Decantadas as ocorrências no que deveria ter sido a Semana da Pátria e o presidente da República transformou em surto de embates contra a democracia, analistas na imprensa encontraram pontos de convergência que me parecem decisivos. Tento resumi-los.

(I) Bolsonaro e os alucinados que o cercam pensaram de fato num golpe de estado quase clássico, com uma diferença: os tanques na rua substituir-se-iam pela malta de seguidores-raiz, quem sabe ajudada por insuspeitada ‘cavalaria motorizada’ – pesados caminhões e seus motoristas bolsonários. Essa tropa de assalto, no entanto, esteve aquém em quantidade e disposição do que desejara o projeto de ditador ou, mais provavelmente, as coisas não funcionaram como ele esperava.

(II) Assim estivemos mais próximos da abertura de processo de impeachment que de um golpe bem sucedido, em função da relativa fragilidade do esquema bolsonário ante a reação enérgica e tempestiva das instituições, representadas principalmente pelos presidentes do Stf, Tse e, ‘vazou’ depois, respaldo não explicitado da Procuradoria Geral da República.
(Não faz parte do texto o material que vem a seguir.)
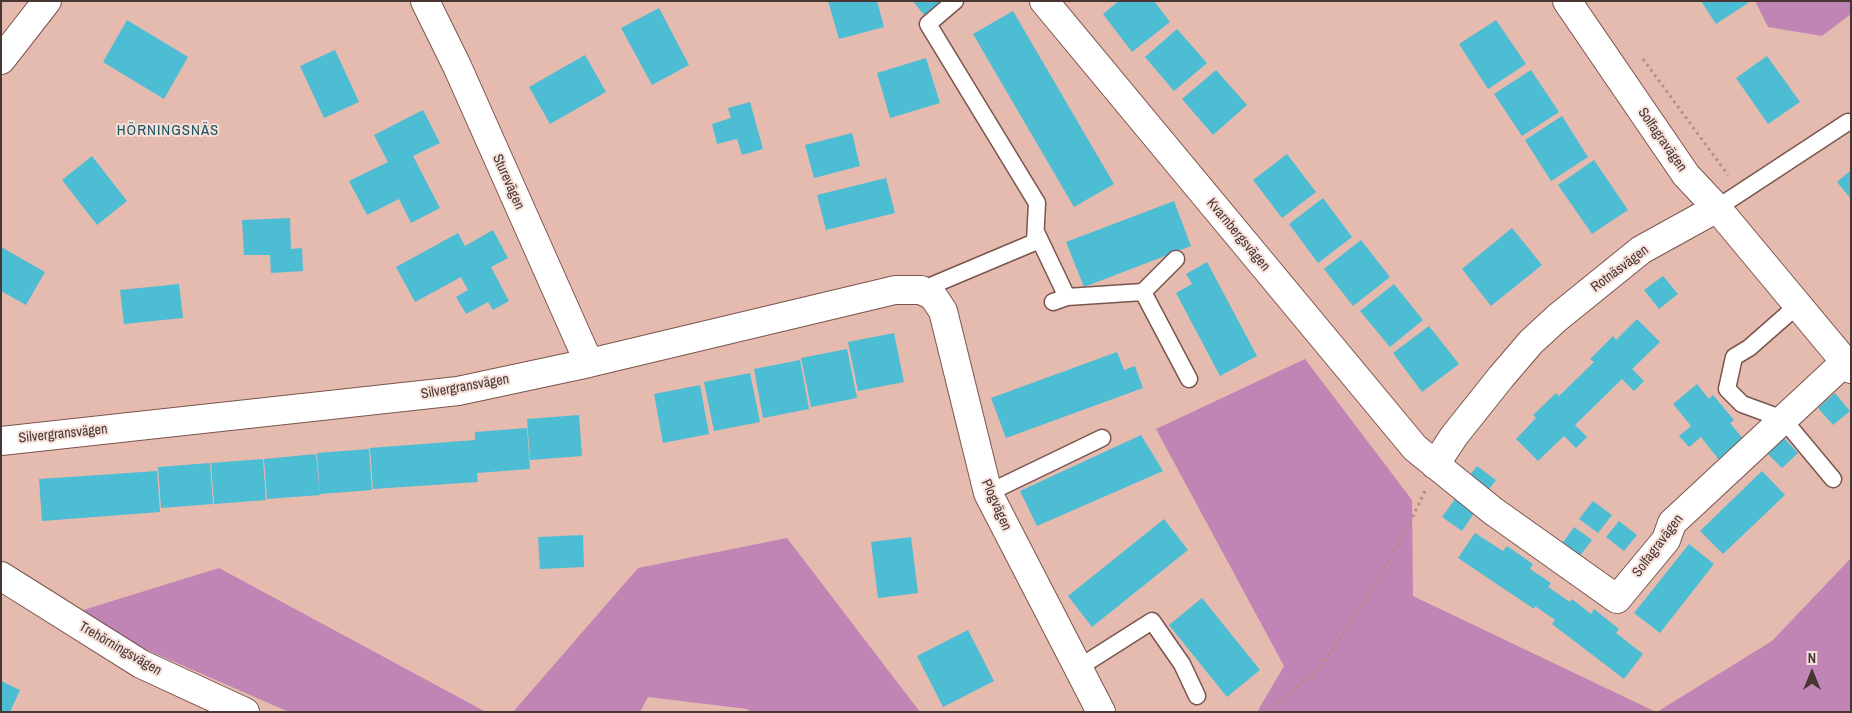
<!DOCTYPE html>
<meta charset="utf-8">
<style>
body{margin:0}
#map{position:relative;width:1852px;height:713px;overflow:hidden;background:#e5baaf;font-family:"Archivo Narrow",sans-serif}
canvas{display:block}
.frame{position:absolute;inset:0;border:2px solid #483632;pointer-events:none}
.north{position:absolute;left:1787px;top:648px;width:50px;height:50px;-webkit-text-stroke:4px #f6e0da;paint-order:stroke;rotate:0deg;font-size:14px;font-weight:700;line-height:20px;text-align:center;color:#483632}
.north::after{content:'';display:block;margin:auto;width:18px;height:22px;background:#483632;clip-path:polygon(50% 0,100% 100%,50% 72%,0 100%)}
</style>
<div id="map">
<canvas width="1852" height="713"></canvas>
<div class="frame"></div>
<div class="north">N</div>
</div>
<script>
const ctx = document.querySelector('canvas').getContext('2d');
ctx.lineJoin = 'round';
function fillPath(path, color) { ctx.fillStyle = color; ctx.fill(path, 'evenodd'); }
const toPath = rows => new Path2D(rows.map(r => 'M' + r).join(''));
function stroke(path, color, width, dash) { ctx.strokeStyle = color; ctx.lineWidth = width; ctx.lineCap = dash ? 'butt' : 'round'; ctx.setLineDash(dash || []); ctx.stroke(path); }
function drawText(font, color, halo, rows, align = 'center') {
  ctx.font = font + ' "Archivo Narrow",sans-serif'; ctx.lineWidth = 4; ctx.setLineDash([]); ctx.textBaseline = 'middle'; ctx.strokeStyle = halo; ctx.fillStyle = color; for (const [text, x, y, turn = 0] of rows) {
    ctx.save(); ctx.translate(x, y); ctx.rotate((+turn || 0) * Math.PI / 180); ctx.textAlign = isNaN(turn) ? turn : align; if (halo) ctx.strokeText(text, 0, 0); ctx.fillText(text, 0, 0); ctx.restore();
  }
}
fillPath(toPath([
 [1755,1,1849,1,1851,2,1851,14,1822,36,1768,27],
 [1305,359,1412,500,1413,596,1656,712,1257,712,1284,666,1156,429],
 [787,538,920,712,750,712,747,709,648,697,640,712,513,712,638,568],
 [1851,558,1851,712,1657,712,1772,641],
 [219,568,486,712,289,712,67,615]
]), '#c185b5');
fillPath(toPath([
 [828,1,877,1,884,27,839,39],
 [913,1,942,1,924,15],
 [1119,1,1154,1,1170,22,1132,52,1103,14],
 [1701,1,1747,1,1748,3,1716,24],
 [659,8,689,65,652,85,621,28],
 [1013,11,1114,184,1074,207,973,34],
 [127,20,188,57,164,99,103,62],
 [1496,20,1526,64,1488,89,1459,44],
 [1177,29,1207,63,1174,91,1145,57],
 [335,50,359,102,324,118,300,66],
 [585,55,606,92,550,124,529,87],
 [1767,56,1800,102,1768,124,1736,78],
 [926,58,940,103,890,118,877,73],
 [1216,70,1247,105,1213,135,1182,99],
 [1531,70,1559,112,1522,136,1494,94],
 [750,102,763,149,742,155,737,139,717,144,712,124,731,118,728,108],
 [423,110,440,143,413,156,440,208,411,223,399,199,367,215,349,181,388,162,374,135],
 [1562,116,1588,157,1551,181,1525,140],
 [852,133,860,166,814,178,805,145],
 [1287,154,1316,192,1282,218,1253,180],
 [92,156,127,201,97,225,62,180],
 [1594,160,1628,210,1592,234,1558,185],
 [1851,170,1851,199,1837,182],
 [886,178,895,213,826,230,817,195],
 [1323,198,1352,237,1318,263,1289,224],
 [1174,201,1191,246,1084,287,1066,242],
 [290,218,291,249,302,248,303,271,271,273,270,255,244,255,242,220],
 [1512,228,1542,265,1491,306,1462,269],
 [493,230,508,258,491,267,509,301,493,310,488,302,466,314,456,297,468,290,461,277,415,302,396,267,458,233,465,246],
 [1361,240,1390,277,1353,306,1324,269],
 [1,247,45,272,26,305,1,291],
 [1207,262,1257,356,1220,376,1176,293,1192,284,1186,274],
 [1663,276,1678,294,1659,309,1644,290],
 [179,284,183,318,124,324,120,290],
 [1394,284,1423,320,1390,347,1360,311],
 [1637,319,1660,342,1632,369,1644,381,1634,391,1622,379,1575,425,1587,437,1576,448,1564,436,1538,461,1516,439,1536,418,1533,415,1556,393,1559,396,1594,362,1590,359,1613,336,1616,340],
 [1429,326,1459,364,1422,392,1393,353],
 [894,333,904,382,858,391,848,342],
 [847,349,857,398,811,407,801,358],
 [1117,352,1124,370,1135,366,1143,388,1006,438,991,398],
 [800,360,809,409,763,418,754,369],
 [750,373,760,422,714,431,704,382],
 [1697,384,1709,399,1713,395,1734,420,1730,423,1748,445,1723,465,1701,437,1689,447,1679,436,1691,426,1673,404],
 [700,385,709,434,663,443,654,394],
 [1835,393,1850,411,1833,425,1818,408],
 [579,415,582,456,530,460,527,419],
 [527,428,530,469,477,473,478,482,373,489,370,448,475,440,475,432],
 [1141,435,1163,471,1037,526,1020,491],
 [1783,437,1798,453,1782,468,1767,453],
 [369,449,372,490,320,494,317,453],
 [316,454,320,495,267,499,264,459],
 [263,459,266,500,214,504,211,463],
 [210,463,213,504,161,508,158,467],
 [1477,466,1496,480,1483,497,1464,483],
 [157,471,160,512,42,521,39,479],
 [1762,471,1785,495,1723,554,1700,531],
 [1455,499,1474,513,1462,531,1442,517],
 [1593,501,1612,515,1598,533,1579,519],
 [1164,519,1188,550,1092,627,1068,596],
 [1619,521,1637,535,1624,551,1606,537],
 [1574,527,1592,540,1579,557,1561,545],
 [1475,533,1503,551,1507,546,1533,564,1530,569,1551,583,1548,587,1570,602,1572,599,1591,614,1594,609,1619,629,1616,633,1643,654,1624,679,1552,624,1555,620,1535,606,1534,609,1458,558],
 [583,535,584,567,540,569,538,537],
 [911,537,918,593,878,598,871,542],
 [1689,544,1714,564,1660,633,1634,613],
 [1202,598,1260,670,1227,697,1169,625],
 [968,630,994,681,943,707,917,656],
 [1,681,20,690,10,712,1,712]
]), '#4dbdd4');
const lane = toPath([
 [1717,208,1848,122],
 [1036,232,1067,297],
 [921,290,1035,242,1037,203,928,24,955,1],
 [1143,292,1189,379],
 [1053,302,1067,297,1143,292,1176,259],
 [1798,305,1749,348,1734,357,1727,389,1742,404,1783,419,1833,479],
 [988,493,1102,438],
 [1078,668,1152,621,1182,664,1197,696]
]);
const street = toPath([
 [425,1,457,66,589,363],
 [1044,1,1415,448,1493,511,1617,599,1666,540,1672,523,1845,362],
 [1,60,47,1],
 [1,441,458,391,589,363,895,290,921,290,933,296,943,311,988,493,1101,712],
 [1435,465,1454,436,1501,377,1531,342,1557,318,1641,250,1717,208],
 [1,576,141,664,245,712]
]);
const secondary = toPath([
 [1567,1,1686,175,1717,208,1851,369]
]);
stroke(lane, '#7b554d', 19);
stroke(street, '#7b554d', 30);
stroke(secondary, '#7b554d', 30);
stroke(toPath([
 [1643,59,1728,175],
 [1266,712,1320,668,1365,600,1405,533,1425,491]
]), '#b08e85', 3, [2.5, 4]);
stroke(lane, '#fff', 16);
stroke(street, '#fff', 28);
stroke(secondary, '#fff', 28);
drawText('14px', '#483632', '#f6e0da', [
 ["Solfagravägen",1662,140,55],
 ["Sturevägen",508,182,66],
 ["Kvarnbergsvägen",1238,235,50],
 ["Rotnäsvägen",1620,269,-37],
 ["Silvergransvägen",465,387,-10],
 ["Silvergransvägen",63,434,-6],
 ["Plogvägen",996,505,66],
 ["Solfagravägen",1658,546,-53],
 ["Trehörningsvägen",120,649,30]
]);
ctx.letterSpacing = '1px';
drawText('15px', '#1d5560', '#f6e0da', [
 ["HÖRNINGSNÄS",168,131]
]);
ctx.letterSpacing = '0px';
</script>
(III) Mais pelo que não disseram que pelas notas emitidas em reação aos ‘tresloucados gestos’ (!) de Bolsonaro, os presidentes do Senado e Câmara meio que o deixaram a falar sozinho. Ele esperava apoio decidido de Artur Lira e mais do mesmo de Rodrigo Pacheco, um radical da moderação, mas obteve deste repúdio bastante claro a aventuras totalitárias e daquele um pálido aceno à contemporização, temperado por condenação das “bravatas” presidenciais.

(IV) Não obstante os militantes fora-da-lei estiveram perto de causar sérios danos (inclusive físicos) à normalidade democrática: ‘caminhoneiros’ (na verdade motoristas assalariados de empresas engajadas nas tropas-de-choque da famiglia presidencial) imaginaram transformar suas poderosas máquinas em carros de combate, para atacar o edifício-sede do Stf; até pensaram ter êxito, conseguiram romper as grades de isolamento, mas acabaram contidos pela Pm de Brasília – algo não deu muito certo nos esquemas de ‘aparelhamento’ das corporações policiais.
(V) Desse conjunto de fatos e fenômenos, em destaque as provas de crimes de responsabilidade e comuns reforçadas pelo próprio presidente nos atos belicosos do 7 de setembro resultou a mais clara derrota, até agora, das pretensões golpistas do ex-tenente insubordinado. O processo de impeachment por muito pouco não foi deflagrado, mediante iniciativa inédita do Supremo Tribunal Federal, que contornaria a Mesa Diretora da Câmara dos Deputados e teria apoio tácito até do procurador geral da República.
(VI) Só não avançou, o processo de impeachment, porque o presidente recuou em todas as linhas (sobretudo no front jurídico) com a tal ‘carta’ que foi compelido a assinar, engendrada por um até então insuspeitado mediador.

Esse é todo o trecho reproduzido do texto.